Beyond that, the timing shows that private players weren’t suckered into a government-created bubble. It was the other way around. During the peak years of housing inflation, Fannie and Freddie were pushed to the sidelines; they only got into dubious lending late in the game, as they tried to regain market share.
This is NOT a defense of Wall Street or the Republicans. I will say outright that one cannot have both a deregulated financial system AND something like the "Greenspan Put." It is not possible because the kinds of moral hazards that such policies create are such that we should not be surprised when we see a meltdown of this magnitude.
I don't think the banks were "suckered" by the government; they were in bed with the people who were supposed to be regulating them.
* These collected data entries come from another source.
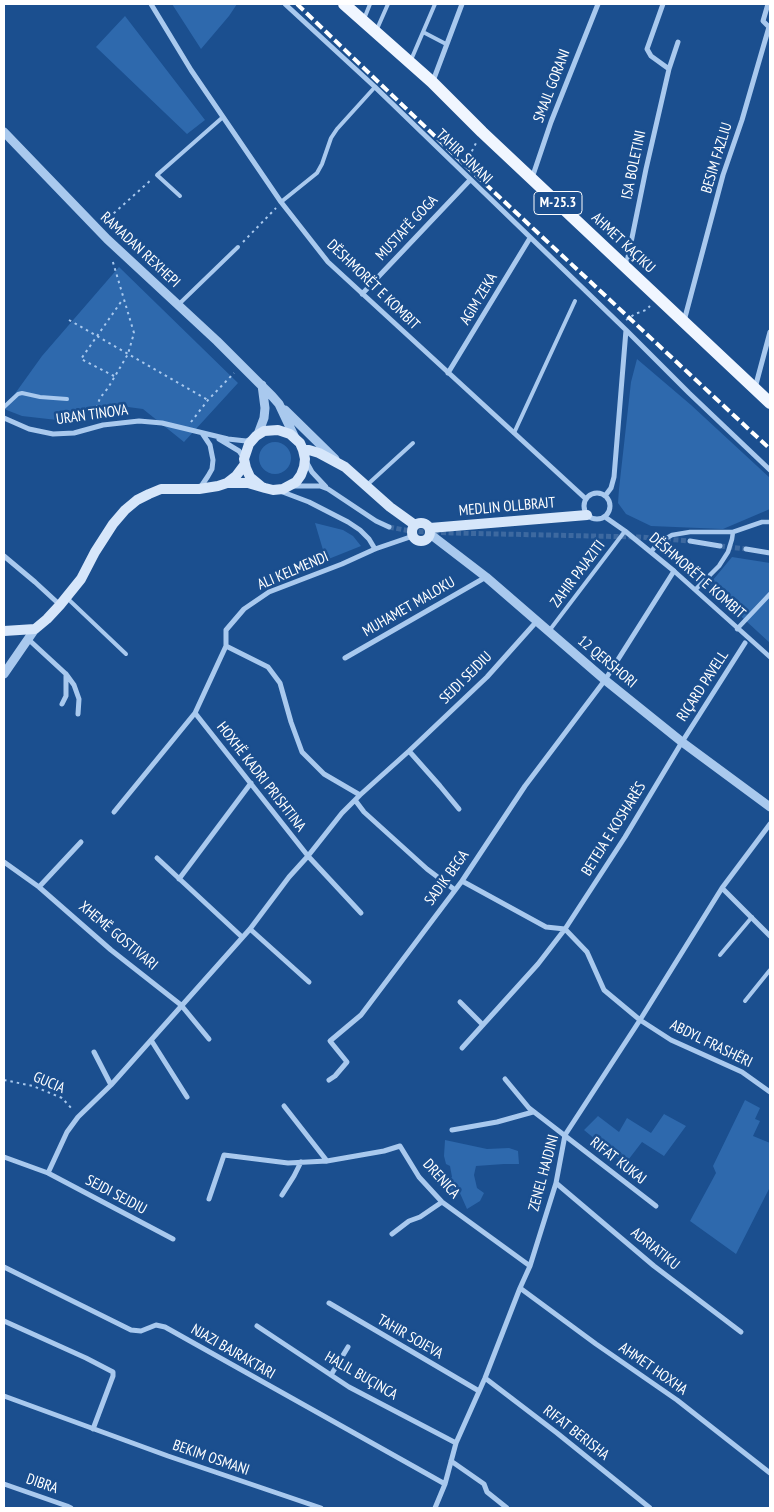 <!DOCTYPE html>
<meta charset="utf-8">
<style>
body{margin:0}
#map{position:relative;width:774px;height:1512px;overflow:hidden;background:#1b4f8f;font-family:"PT Sans Narrow",sans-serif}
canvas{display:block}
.frame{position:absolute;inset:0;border:5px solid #fff;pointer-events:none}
</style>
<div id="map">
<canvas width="774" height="1512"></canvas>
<div class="frame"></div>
</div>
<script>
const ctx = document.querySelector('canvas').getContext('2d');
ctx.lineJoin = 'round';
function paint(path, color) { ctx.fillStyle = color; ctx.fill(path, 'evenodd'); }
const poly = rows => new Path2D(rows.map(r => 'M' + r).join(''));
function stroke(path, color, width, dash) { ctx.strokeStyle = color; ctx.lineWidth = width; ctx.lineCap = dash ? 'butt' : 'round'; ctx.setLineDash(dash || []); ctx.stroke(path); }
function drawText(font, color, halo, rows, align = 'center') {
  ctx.font = font + ' "PT Sans Narrow",sans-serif'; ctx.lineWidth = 5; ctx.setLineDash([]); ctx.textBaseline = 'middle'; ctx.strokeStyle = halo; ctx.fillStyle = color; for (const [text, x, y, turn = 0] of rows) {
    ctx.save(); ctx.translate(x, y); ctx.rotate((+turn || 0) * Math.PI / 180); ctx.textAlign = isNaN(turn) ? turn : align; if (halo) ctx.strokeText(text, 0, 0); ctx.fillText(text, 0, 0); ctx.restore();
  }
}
paint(poly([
 [172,4,237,4,229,16,201,49],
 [125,16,205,120,187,134,96,47],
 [119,267,238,383,184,442,143,409,113,405,90,410,57,420,22,416,4,409,42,356],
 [637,359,691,405,770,478,770,509,723,529,651,526,626,514,618,503,619,489,631,382],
 '259 458a16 16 0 1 1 32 0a16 16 0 1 1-32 0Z',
 [315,523,343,530,353,536,361,546,326,560],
 [732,557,770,563,770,643,708,586],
 [745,1100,760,1108,755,1119,760,1121,753,1136,770,1143,770,1187,736,1254,690,1221,716,1173,713,1166],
 [664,1114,686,1126,664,1156,642,1142,625,1164,584,1130,598,1116,619,1132,627,1118,651,1133],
 [445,1140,487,1149,509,1148,518,1151,519,1164,504,1164,476,1166,474,1175,477,1188,484,1193,480,1201,467,1209,459,1191,448,1195,444,1184,452,1177,450,1166,446,1164,444,1156]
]), '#2e69ad');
stroke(poly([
 [389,527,410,531,452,533,639,537,690,541],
 [720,546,746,549]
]), '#3d69a0', 5, [5, 2.5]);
stroke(poly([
 [466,163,476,143],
 [104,222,151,180],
 [243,242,276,208],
 [69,320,208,400],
 [626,320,635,314,646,310,650,306],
 [114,376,81,359,123,299],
 [92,420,100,398,108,388,128,354,134,333,112,259],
 [191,422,208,400,234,373],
 [4,1080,33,1086,62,1098,73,1110]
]), '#a9c9ee', 2, [2.5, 4]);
stroke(poly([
 [364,19,370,4],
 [377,29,388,4],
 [423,32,446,44],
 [411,60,435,4],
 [180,196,157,175,223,117],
 [281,202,317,173,322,164,331,138,337,129,375,87],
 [178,305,238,247],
 [4,407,18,394,22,393,40,397,67,399],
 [514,433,575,301],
 [367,485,413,443],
 [67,598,126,654],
 [549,631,625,531],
 [720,955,752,917],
 [745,1001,770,970]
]), '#a9c9ee', 4);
stroke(poly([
 [651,552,658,543,672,535,690,532,733,532,762,522,770,522],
 [674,571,770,657],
 [695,590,719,566,728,552,732,539,733,532],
 [737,629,770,594]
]), '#a9c9ee', 4.5);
stroke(poly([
 [151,4,191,70,281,202,328,262,586,499],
 [285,4,375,87,626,330,614,477,611,488,605,496],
 [669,69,678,42],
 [433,81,462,4],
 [532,178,551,122,598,4],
 [626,267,646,169,669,69,651,56,647,49,663,4],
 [362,294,470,180],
 [684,321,723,175,742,120,769,27,763,21,768,4],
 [626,330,689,393,770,470],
 [448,373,530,238],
 [755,388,770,332],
 [4,418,29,429,53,434,74,433,103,425,139,421,162,423,228,439,246,441,251,439],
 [219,439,239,451,244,458],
 [307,463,312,472,326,487],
 [294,486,320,486,328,489,376,521,389,527],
 [200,488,208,476,212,469,213,460,210,445,202,433],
 [280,491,309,502,348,522,360,530,369,539,375,549],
 '584 506a13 13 0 1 1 26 0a13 13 0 1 1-26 0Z',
 [690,541,720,546],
 [746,549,770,553],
 [4,556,35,582,60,605],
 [28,639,66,674,66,696,62,704],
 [226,646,268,667,280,683,291,722,302,752,324,774,360,795],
 [345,658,486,577],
 [66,674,74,685,79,699,78,714],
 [195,713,308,856,361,913],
 [409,751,440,786,459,809],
 [355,800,364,812,427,869,455,890],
 [114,812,195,713,226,646,226,630,244,609,269,592,342,564,375,549,413,536],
 [157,858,242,937],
 [4,862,39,887,111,950,181,1005,209,1039],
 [179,879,251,783],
 [462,881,546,927,565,929,587,952,604,990,640,1020,671,1040,742,1072,770,1092],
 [39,887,81,842],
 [722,888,770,936],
 [250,929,309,982],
 [460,1002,483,1025],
 [151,1040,187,1097],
 [462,1048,538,964,565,929,625,837,682,742,745,643],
 [94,1052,111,1085],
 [505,1079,529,1108,656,1206],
 [329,1080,335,1076,347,1062,330,1041,361,1015,462,881,525,786,605,680,674,571,625,531,605,517],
 [284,1106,327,1161],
 [452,1130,497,1122,533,1112],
 [4,1157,48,1173,173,1239],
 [48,1173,67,1132,78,1117,111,1085,250,929,289,877,308,856,342,813,360,795,409,751,487,677,537,621],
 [556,1183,654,1266,741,1332],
 [282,1195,294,1176,301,1162],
 [209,1199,224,1155,288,1163,327,1161,384,1151,400,1146,419,1177,442,1202,530,1266],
 [392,1234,409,1221,420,1217,442,1202],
 [4,1267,131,1330,141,1331,156,1325,165,1327,445,1484],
 [520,1288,596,1344,677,1400,770,1473],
 [329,1303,479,1391],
 [4,1321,86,1358,113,1372,113,1376,93,1429],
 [257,1326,349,1387,456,1443],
 [331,1375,348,1347],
 [485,1378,557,1433,650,1508],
 [4,1396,168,1456,321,1508],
 [451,1461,484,1484,487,1492,507,1508],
 [4,1484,67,1506,71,1508],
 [435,1508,445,1484,456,1443,485,1378,520,1288,530,1266,556,1183,565,1135,640,1020,722,888,770,824]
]), '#a9c9ee', 5);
stroke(poly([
 [4,132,107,239,217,341,272,396,279,404,295,438],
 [285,410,335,459],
 [258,434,264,418,265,408,262,385],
 [430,534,486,577,605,680,682,742,770,807],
 [4,674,35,629]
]), '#a9c9ee', 9);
stroke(poly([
 [303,450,309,450,319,453,345,467,390,507,415,525],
 [227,483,248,483,265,488,273,490,283,489,296,482,301,475,304,467,305,459,303,450,300,443,290,434,278,430,264,431,256,436,249,444,244,459,246,468,250,477,262,487],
 '412 532a9 9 0 1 1 18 0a9 9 0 1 1-18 0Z',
 [430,528,587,515],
 [4,631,35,629,47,619,60,605,81,579,95,552,113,524,125,510,137,500,149,494,161,489,199,489,218,486,227,483,236,476,245,464]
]), '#d6e6fa', 10);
stroke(poly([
 [344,4,432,82,482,132,770,403]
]), '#f0f6ff', 12);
stroke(poly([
 [297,4,465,165,770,449]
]), '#fff', 4, [9, 4]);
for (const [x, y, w] of [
 [558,203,48]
]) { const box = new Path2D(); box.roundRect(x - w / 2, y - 11.5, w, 23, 4); ctx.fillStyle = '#1b4f8f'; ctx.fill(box); stroke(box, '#fff', 1); }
drawText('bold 14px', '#fff', null, [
 ["M-25.3",558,203]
]);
drawText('15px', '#fff', '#1b4f8f', [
 ["SMAJL GORANI",552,86,-69],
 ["TAHIR SINANI",464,157,44],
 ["BESIM FAZLIU",717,158,-73],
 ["ISA BOLETINI",634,165,-78],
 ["MUSTAFË GOGA",407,228,-47],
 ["AHMET KAÇIKU",623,243,43],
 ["RAMADAN REXHEPI",140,250,43],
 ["DËSHMORËT E KOMBIT",373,285,44],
 ["AGIM ZEKA",479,299,-59],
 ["URAN TINOVA",92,415,-8],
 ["MEDLIN OLLBRAJT",507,507,-5],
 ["ALI KELMENDI",293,571,-23],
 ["ZAHIR PAJAZITI",578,574,-53],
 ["DËSHMORËT E KOMBIT",697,576,41],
 ["MUHAMET MALOKU",409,607,-30],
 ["12 QERSHORI",607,662,40],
 ["SEJDI SEJDIU",466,678,-45],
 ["RIÇARD PAVELL",703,686,-57],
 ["HOXHË KADRI PRISHTINA",261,777,52],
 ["BETEJA E KOSHARËS",614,829,-58],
 ["SADIK BEGA",447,878,-54],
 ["XHEMË GOSTIVARI",118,936,40],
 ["ABDYL FRASHËRI",711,1044,26],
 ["GUCIA",49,1083,23],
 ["RIFAT KUKAJ",618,1161,38],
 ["ZENEL HAJDINI",544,1173,-75],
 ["DRENICA",441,1179,48],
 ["SEJDI SEJDIU",116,1195,28],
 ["ADRIATIKU",655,1249,39],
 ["TAHIR SOJEVA",410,1337,30],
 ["NJAZI BAJRAKTARI",233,1352,30],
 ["AHMET HOXHA",653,1369,35],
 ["HALIL BUÇINCA",361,1376,30],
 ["RIFAT BERISHA",576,1433,38],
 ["BEKIM OSMANI",211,1458,19],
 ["DIBRA",42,1484,19]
]);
</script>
Unlike Krugman, however, I don't think that this lack of oversight was due to free market ideology, as I know no free-market economist who believes that markets and moral hazard can exist simultaneously without creating real problems.
No, people were getting rich and not having to work very hard at it. As in a bubble atmosphere, even if everyone knows there is a bubble, the trick is to jump off before the whole thing peaks and then pops.
Because Krugman is stuck in his ideological and political ghetto, he really offers nothing but inflation as a "solution." He claims to understand the effects of financial bubbles, but his ideology, partisanship, and Keynesian thinking blinds him to the cause of bubbles. And if he cannot understand the cause of the problem, he hardly is qualified to recommend solutions.